Erfgoedsubsidieverordening

De raad van de gemeente Roosendaal;

gelezen het voorstel van burgemeester en wethouders d.d.7 april 2009;

gelet op artikel 4:23 van de Algemene wet bestuursrecht juncto de artikelen 3 en 30 van de Erfgoedverordening;

besluit vast te stellen de

"Erfgoedsubsidieverordening"

Paragraaf 1 Algemene bepalingen

Artikel 1 Begripsbepalingen

In deze regeling wordt verstaan onder:

  • a.

    gemeentelijk monument: onroerend monument, dat overeenkomstig de bepalingen van de Erfgoedverordening is aangewezen als beschermd gemeentelijk monument.

  • b.

    gemeentelijke gevelwand: een gevelwand die overeenkomstig de bepalingen van de Erfgoedverordening is aangewezen als gemeentelijke gevelwand.

  • c.

    eigenaar: degene die het recht van eigendom heeft, alsmede:

    • 1.

      de houder van het recht van opstal,

    • 2.

      de houder van het recht van erfpacht,

    • 3.

      de eigenaar van het appartementsrecht.

  • d.

    subsidie: subsidie als bedoeld in artikel 4:21 van de Algemene wet bestuursrecht, inhoudende de aanspraak op financiële middelen door een bestuursorgaan verstrekt met het oog op bepaalde activiteiten van de aanvrager.

  • e.

    subsidieplafond: het door de raad als onderdeel van de gemeentebegroting vastgestelde bedrag dat gedurende een bepaald tijdvak ten hoogste beschikbaar is voor de verstrekking van subsidies.

  • f.

    raad: de raad van de gemeente Roosendaal.

  • g.

    college: het college van burgemeester en wethouders van de gemeente Roosendaal.

  • h.

    instandhoudingswerkzaamheden: de werkzaamheden aan een gemeentelijk monument of een gemeentelijke gevelwand, die het normale onderhoud te boven gaan en die voor het herstel of conservering van de monumentale waarde zoals bedoeld in artikel 1 onder i en j van deze verordening noodzakelijk zijn.

  • i.

    monumentale waarde van een gemeentelijk monument: De monumentale waarde van een gemeentelijk monument wordt bepaald door de dragende onderdelen, de vloeren en het omhulsel en/of door die onderdelen of objecten die blijkens het register, bedoeld in de Erfgoedverordening, of naar het oordeel van het college van belang zijn wegens hun schoonheid, hun betekenis voor de wetenschap of hun cultuurhistorische waarden.
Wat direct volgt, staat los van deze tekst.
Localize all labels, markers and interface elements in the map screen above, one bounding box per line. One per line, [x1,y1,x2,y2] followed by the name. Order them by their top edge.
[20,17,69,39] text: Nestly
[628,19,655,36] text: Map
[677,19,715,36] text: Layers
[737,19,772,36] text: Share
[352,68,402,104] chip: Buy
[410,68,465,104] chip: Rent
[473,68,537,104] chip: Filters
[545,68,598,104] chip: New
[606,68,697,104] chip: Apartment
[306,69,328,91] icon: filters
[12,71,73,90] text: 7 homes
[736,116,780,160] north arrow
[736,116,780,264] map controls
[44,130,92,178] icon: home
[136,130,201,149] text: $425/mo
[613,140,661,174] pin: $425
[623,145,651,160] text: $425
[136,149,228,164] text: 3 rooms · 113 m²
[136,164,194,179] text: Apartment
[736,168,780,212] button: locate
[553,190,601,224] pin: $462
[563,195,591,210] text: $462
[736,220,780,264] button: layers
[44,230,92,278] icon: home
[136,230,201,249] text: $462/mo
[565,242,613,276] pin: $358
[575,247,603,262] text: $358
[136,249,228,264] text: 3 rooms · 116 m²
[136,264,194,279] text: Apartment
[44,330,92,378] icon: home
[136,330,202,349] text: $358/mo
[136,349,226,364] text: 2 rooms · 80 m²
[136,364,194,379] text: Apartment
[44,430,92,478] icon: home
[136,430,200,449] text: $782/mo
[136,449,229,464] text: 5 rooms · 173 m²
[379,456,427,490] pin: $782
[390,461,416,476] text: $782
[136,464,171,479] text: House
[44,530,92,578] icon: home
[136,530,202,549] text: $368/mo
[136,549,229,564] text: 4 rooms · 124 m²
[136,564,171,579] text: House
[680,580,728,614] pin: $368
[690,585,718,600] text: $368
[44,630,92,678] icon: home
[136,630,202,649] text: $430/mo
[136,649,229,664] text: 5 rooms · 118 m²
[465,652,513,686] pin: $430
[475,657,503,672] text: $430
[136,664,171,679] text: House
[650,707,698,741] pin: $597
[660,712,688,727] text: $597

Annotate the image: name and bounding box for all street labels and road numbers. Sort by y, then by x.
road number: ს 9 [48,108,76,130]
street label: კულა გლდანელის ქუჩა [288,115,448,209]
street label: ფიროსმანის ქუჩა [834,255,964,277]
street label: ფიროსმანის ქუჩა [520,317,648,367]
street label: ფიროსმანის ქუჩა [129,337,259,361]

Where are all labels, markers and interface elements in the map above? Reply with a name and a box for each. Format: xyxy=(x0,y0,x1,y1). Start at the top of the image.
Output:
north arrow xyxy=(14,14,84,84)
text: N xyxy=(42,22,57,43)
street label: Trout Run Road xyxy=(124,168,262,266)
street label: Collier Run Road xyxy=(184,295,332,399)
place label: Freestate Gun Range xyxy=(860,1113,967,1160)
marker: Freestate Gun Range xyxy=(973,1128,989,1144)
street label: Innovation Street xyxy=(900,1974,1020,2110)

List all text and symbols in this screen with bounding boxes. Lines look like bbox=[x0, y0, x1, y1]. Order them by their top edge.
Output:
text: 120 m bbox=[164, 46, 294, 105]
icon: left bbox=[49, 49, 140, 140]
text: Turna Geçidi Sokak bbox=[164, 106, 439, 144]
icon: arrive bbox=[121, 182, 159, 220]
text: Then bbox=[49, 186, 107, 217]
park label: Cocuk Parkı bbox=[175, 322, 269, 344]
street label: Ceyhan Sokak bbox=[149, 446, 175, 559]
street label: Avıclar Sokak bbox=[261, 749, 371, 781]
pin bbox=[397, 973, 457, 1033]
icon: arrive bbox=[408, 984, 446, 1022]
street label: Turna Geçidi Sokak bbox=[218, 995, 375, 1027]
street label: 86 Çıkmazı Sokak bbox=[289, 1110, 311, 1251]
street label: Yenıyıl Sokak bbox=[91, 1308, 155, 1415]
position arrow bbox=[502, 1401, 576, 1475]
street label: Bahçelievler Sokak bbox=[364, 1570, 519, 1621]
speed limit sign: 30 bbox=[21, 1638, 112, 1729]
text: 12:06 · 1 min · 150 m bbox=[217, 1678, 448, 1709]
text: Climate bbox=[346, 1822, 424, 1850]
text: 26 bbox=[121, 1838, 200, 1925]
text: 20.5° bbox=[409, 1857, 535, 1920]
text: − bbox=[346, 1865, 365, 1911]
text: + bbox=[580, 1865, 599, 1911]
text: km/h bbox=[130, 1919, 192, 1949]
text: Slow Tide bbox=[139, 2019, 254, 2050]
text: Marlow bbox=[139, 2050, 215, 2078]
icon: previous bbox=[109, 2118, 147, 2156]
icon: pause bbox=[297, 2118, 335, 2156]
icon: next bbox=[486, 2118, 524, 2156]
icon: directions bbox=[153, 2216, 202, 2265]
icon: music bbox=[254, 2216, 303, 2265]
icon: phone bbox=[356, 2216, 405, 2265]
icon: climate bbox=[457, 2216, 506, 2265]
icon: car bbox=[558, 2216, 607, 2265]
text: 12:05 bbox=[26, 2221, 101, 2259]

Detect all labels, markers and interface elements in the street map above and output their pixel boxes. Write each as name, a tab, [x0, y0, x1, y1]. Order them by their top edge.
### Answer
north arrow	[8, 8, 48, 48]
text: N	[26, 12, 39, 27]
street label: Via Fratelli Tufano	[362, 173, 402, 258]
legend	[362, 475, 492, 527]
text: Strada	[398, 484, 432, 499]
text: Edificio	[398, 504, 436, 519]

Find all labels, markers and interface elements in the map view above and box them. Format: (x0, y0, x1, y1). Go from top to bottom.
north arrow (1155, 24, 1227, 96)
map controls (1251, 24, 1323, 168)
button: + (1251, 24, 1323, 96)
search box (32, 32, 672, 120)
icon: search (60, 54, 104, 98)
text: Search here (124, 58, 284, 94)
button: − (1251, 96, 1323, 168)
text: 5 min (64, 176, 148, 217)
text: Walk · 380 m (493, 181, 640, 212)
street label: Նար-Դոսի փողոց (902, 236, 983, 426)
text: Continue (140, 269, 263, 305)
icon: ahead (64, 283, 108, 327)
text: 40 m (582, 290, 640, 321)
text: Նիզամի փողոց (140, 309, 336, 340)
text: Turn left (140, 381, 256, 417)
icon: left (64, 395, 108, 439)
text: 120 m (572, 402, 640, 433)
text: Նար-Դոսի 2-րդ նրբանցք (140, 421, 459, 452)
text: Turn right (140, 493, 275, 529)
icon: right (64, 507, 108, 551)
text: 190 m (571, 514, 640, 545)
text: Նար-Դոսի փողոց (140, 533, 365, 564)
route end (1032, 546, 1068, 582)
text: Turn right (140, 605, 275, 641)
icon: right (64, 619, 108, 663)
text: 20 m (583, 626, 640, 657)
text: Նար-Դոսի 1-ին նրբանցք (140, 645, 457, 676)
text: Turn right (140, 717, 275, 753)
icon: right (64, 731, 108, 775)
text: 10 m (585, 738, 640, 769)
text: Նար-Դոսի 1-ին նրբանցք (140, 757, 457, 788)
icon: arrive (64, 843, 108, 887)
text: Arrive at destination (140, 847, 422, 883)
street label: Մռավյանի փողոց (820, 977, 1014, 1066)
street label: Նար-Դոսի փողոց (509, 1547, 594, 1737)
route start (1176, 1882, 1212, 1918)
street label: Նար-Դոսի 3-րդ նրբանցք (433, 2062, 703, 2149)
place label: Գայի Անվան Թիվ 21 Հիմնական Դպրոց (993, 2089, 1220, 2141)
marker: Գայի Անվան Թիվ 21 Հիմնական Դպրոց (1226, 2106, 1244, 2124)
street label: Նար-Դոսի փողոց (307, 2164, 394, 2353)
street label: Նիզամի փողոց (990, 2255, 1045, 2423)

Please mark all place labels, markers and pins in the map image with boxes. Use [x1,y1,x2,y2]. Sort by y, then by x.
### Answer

Indien uit het register blijkt, dat een monument uitsluitend beschermd is vanwege één of meer met name genoemde onderdelen of objecten, dan wordt de monumentale waarde uitsluitend bepaald door die onderdelen of objecten.

  • j.

    monumentale waarde van een gemeentelijke gevelwand: De monumentale waarde van een gemeentelijke gevelwand wordt bepaald door het aan de openbare weg gelegen (deel van een) onroerende zaak, die qua schoonheid van algemeen belang is vanwege het stedenbouwkundige, architectonische of landschappelijk beeld en/of door die onderdelen die blijkens het register, bedoeld in de Erfgoedverordening, of naar het oordeel van het college van belang zijn wegens hun schoonheid, hun betekenis voor de wetenschap of hun cultuurhistorische waarden. Indien uit het register blijkt, dat een gemeentelijke gevelwand beschermd is vanwege één of meer met name genoemde onderdelen of objecten, dan wordt de monumentale waarde uitsluitend bepaald door die onderdelen of objecten.

  • k.

    subsidiabele instandhoudingskosten: de kosten die naar het oordeel van het college noodzakelijk zijn om de onderdelen van een gemeentelijk monument of gemeentelijke gevelwand, die blijkens artikel 1 leden i dan wel j van deze verordening en het desbetreffende register, bedoeld in de Erfgoedverordening, of naar het oordeel van het college van belang zijn wegens hun schoonheid, hun betekenis voor de wetenschap of hun cultuurhistorische waarden monumentale waarde bezitten, te herstellen of te conserveren.

Artikel 2 Grondslag en doelstelling

  • 1. Op grond van deze verordening kan het college aan een eigenaar van een gemeentelijk monument dan wel van een gemeentelijke gevelwand subsidie beschikbaar stellen voor het uitvoeren van instandhoudingswerkzaamheden.

  • 2. De subsidie wordt berekend over de subsidiabele instandhoudingskosten, verminderd met het deel van de subsidiabele instandhoudingskosten waarvoor op grond van verzekering een bijdrage kan of kon worden verkregen.

  • 3. De subsidie wordt aangevraagd door, en verleend aan de eigenaar van het gemeentelijk monument dan wel de gemeentelijke gevelwand ten aanzien waarvan de instandhoudingswerkzaamheden worden uitgevoerd.

Artikel 3 Toezicht en controle

  • 1. Het college is bevoegd ambtenaren aan te wijzen die zijn belast met het toezicht op de naleving van de aan de eigenaar aan wie subsidie is verleend bij deze verordening opgelegde verplichtingen.

  • 2. De eigenaar aan wie subsidie is verleend is verplicht om door het college aangewezen ambtenaren inzage te geven in zijn boekhouding en financiële administratie betreffende de instandhoudingswerkzaamheden, om alle gevraagde inlichtingen te verstrekken en om inzicht te geven in de voortgang en de kwaliteit van de instandhoudingswerkzaamheden.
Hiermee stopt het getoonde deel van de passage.